### [Supplied material]
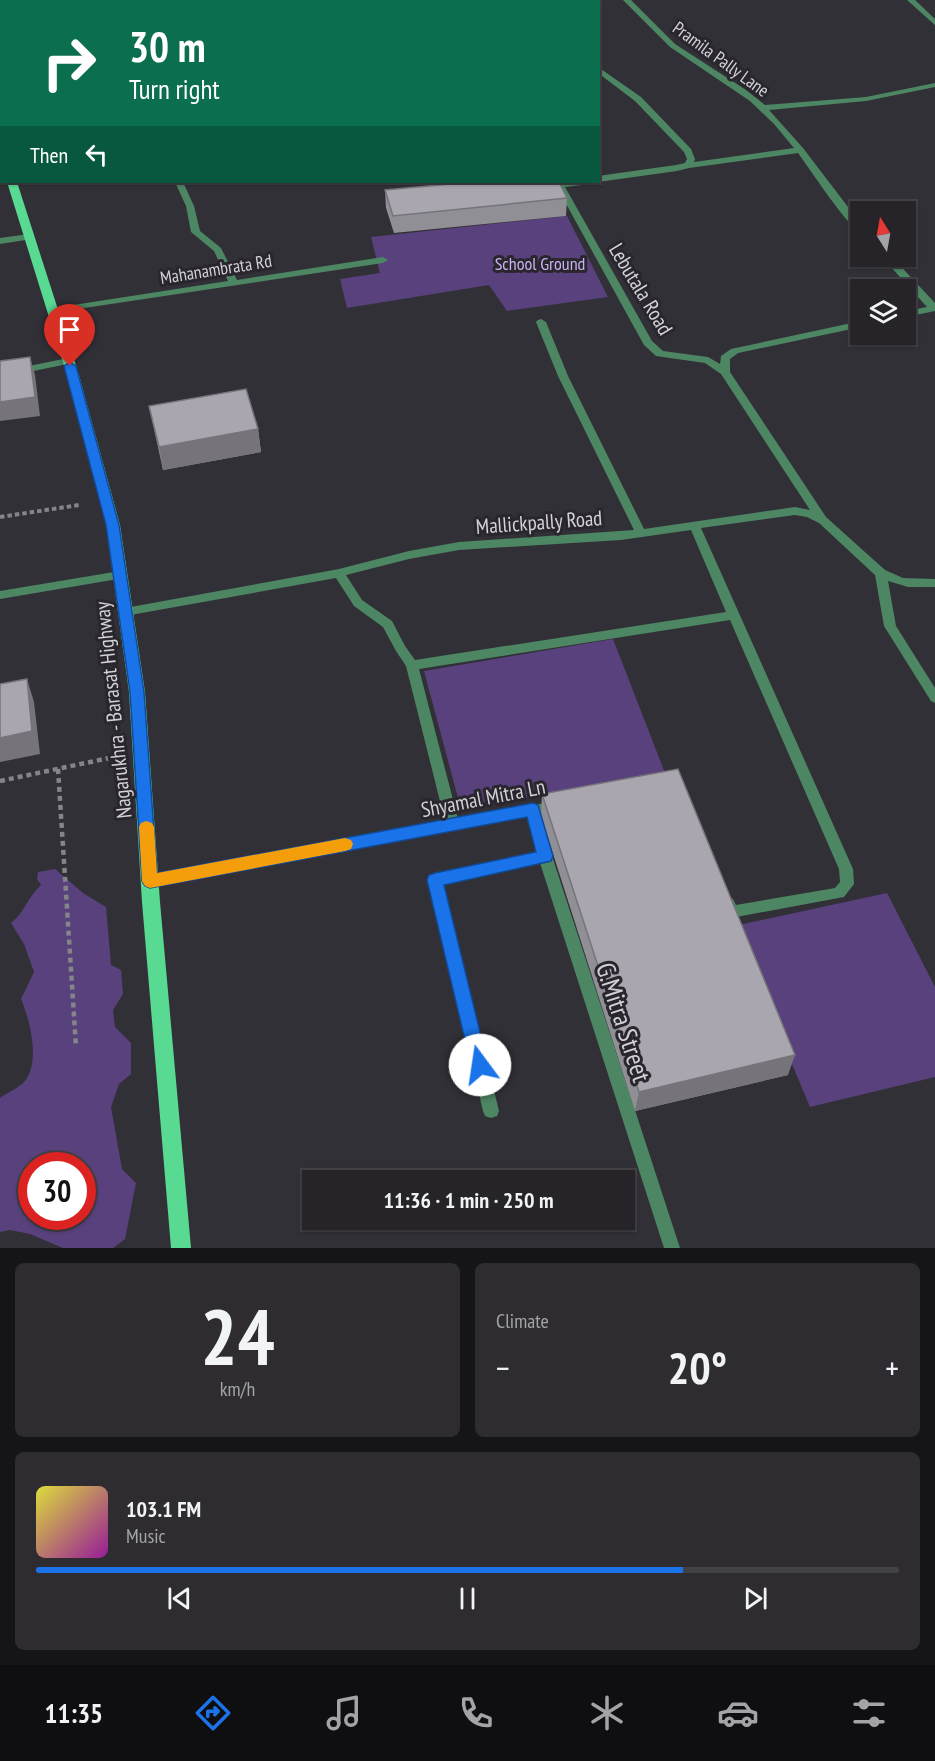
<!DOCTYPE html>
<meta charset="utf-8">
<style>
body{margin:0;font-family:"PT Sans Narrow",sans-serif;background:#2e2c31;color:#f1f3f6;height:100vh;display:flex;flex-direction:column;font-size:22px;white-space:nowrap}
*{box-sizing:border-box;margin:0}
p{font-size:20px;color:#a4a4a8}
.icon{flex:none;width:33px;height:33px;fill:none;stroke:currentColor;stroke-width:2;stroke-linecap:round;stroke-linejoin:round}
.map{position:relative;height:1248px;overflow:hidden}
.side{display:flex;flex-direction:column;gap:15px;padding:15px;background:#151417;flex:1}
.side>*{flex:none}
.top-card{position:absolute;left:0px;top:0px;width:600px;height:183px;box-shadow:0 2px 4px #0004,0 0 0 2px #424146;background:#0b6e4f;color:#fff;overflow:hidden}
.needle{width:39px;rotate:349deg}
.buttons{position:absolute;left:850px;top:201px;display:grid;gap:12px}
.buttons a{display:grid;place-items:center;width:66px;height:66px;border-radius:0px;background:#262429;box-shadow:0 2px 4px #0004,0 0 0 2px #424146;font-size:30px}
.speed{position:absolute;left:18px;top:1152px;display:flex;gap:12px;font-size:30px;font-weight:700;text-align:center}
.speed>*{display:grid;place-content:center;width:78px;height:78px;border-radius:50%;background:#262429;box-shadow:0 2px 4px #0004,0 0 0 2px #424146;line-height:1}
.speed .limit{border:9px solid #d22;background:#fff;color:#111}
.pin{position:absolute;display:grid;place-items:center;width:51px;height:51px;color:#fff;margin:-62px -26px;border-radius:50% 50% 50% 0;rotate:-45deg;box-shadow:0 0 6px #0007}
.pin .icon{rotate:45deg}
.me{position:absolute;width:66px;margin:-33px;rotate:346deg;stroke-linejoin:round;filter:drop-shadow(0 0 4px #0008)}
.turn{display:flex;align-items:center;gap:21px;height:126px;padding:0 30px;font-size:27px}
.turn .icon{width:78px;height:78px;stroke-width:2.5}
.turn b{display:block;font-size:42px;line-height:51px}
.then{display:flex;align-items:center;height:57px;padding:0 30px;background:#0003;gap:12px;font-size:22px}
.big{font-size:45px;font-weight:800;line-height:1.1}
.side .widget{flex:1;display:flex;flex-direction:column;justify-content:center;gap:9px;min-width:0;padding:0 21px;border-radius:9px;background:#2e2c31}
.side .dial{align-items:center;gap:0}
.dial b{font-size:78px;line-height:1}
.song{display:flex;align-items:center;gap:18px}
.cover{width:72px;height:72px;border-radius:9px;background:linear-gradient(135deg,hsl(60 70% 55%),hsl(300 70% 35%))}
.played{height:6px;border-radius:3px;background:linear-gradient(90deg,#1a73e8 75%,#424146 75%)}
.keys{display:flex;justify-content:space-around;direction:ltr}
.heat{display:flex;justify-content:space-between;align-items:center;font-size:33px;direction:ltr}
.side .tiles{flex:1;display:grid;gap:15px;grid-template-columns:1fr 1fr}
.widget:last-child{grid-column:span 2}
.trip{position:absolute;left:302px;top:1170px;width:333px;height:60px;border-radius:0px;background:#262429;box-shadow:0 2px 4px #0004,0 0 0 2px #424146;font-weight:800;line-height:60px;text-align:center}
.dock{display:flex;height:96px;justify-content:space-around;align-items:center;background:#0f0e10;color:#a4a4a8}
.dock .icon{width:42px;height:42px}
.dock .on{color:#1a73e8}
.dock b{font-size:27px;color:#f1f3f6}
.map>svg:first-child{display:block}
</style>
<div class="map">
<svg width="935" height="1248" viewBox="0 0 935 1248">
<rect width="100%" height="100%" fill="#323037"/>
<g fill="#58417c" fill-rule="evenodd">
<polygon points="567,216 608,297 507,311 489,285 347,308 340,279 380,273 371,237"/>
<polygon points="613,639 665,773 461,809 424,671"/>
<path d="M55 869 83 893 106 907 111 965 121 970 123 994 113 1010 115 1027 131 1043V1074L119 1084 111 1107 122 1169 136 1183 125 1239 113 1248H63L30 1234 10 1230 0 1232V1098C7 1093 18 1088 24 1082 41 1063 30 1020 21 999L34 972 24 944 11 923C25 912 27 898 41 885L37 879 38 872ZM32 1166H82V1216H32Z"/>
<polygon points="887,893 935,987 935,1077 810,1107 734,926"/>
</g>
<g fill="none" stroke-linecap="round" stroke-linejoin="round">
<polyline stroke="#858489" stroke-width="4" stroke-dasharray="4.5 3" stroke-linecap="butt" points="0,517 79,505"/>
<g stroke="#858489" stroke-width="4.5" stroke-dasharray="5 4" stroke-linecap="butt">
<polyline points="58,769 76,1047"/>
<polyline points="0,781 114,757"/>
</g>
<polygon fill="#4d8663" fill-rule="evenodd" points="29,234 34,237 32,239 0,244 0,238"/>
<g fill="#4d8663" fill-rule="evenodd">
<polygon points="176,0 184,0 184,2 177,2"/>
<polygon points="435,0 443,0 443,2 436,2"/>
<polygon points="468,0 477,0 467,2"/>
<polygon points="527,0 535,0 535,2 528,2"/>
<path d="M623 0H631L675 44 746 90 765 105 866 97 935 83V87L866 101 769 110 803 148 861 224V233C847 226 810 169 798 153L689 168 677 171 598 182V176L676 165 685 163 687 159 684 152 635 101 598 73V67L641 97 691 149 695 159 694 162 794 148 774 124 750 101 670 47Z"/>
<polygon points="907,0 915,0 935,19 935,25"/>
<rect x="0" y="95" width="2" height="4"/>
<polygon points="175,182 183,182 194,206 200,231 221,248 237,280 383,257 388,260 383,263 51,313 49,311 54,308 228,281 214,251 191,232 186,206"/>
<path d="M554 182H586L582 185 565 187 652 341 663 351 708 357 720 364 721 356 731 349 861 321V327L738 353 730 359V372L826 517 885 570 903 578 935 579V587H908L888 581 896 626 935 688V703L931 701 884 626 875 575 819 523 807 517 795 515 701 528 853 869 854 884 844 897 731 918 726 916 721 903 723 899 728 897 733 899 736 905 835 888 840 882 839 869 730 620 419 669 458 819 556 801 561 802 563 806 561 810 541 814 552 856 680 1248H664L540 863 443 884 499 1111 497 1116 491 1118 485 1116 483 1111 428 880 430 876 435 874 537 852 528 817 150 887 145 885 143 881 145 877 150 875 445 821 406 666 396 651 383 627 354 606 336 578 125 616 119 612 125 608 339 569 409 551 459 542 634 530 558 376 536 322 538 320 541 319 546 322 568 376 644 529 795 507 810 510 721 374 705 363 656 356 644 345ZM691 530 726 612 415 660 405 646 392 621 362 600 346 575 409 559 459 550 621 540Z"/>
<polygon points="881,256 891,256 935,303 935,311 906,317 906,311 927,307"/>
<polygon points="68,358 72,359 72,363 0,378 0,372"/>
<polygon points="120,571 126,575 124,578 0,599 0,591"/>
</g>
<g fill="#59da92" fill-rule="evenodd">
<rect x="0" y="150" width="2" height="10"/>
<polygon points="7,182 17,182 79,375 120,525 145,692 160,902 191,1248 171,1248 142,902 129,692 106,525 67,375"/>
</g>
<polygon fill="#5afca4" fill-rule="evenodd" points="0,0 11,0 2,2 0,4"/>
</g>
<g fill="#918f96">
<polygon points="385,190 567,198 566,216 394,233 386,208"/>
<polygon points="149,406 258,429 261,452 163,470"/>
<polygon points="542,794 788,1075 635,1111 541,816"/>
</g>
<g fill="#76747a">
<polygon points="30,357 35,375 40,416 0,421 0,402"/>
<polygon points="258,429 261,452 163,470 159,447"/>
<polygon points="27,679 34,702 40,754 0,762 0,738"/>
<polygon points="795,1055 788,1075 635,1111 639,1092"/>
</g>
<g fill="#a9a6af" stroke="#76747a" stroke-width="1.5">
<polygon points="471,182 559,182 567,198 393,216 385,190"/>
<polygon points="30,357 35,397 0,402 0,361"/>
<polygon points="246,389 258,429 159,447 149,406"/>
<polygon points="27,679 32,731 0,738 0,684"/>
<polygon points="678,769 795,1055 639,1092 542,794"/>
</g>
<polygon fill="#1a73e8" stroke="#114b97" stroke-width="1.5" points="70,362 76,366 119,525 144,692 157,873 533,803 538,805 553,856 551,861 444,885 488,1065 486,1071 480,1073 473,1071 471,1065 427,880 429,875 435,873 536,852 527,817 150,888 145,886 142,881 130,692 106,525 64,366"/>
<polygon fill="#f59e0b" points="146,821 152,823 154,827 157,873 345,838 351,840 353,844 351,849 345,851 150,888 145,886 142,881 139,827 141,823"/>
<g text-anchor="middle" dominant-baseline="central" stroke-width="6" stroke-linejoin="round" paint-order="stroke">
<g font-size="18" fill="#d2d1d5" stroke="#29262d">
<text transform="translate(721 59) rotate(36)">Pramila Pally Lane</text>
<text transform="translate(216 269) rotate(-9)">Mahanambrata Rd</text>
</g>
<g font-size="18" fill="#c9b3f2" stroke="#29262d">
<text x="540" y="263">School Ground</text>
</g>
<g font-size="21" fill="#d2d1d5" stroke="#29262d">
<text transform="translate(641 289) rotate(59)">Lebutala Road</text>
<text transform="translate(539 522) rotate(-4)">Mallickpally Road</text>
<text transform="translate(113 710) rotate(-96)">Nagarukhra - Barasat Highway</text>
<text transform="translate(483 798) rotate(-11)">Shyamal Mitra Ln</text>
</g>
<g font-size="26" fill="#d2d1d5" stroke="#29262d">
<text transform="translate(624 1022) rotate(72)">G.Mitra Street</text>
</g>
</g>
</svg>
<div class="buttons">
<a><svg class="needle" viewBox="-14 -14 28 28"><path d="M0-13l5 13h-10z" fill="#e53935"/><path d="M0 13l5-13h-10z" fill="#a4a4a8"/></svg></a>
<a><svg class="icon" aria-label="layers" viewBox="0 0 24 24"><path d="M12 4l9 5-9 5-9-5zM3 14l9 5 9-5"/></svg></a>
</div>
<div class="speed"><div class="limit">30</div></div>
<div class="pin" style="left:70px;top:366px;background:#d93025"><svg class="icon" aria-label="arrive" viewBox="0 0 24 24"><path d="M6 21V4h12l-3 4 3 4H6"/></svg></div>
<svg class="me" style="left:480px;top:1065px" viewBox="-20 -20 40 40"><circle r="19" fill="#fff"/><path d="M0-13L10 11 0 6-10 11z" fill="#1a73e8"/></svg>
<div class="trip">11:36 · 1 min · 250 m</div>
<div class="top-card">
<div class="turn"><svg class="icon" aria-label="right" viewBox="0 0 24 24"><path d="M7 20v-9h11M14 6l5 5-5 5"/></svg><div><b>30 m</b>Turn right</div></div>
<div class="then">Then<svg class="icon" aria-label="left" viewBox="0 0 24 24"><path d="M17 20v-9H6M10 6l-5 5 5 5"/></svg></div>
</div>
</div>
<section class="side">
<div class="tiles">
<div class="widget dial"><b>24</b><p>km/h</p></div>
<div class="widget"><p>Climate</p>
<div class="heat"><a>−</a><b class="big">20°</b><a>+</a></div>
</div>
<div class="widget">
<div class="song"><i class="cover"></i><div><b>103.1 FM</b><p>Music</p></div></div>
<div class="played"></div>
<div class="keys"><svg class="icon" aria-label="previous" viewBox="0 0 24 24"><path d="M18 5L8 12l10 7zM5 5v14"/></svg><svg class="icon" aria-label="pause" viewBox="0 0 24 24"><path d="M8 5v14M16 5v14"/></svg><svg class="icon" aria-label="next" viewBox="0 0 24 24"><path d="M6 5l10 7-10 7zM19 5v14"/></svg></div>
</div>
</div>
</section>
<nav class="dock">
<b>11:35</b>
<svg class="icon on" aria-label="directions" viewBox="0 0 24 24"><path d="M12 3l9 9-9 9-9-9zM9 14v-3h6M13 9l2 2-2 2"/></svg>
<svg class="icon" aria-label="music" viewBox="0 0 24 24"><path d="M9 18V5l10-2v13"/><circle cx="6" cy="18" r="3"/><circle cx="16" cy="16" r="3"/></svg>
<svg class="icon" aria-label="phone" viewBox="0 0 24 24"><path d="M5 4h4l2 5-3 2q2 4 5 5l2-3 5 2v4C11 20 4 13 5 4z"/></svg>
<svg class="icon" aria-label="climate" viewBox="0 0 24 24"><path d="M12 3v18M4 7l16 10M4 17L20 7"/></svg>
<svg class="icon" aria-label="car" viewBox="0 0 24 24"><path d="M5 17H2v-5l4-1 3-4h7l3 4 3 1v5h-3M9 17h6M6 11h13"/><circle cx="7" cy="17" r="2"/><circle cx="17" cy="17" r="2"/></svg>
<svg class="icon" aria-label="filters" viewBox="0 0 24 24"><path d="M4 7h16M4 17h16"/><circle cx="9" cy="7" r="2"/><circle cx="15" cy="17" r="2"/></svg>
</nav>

### [Assignment]
Using the records above, report the count of lines holding "gradient" and nothing else.

### [Your response]
2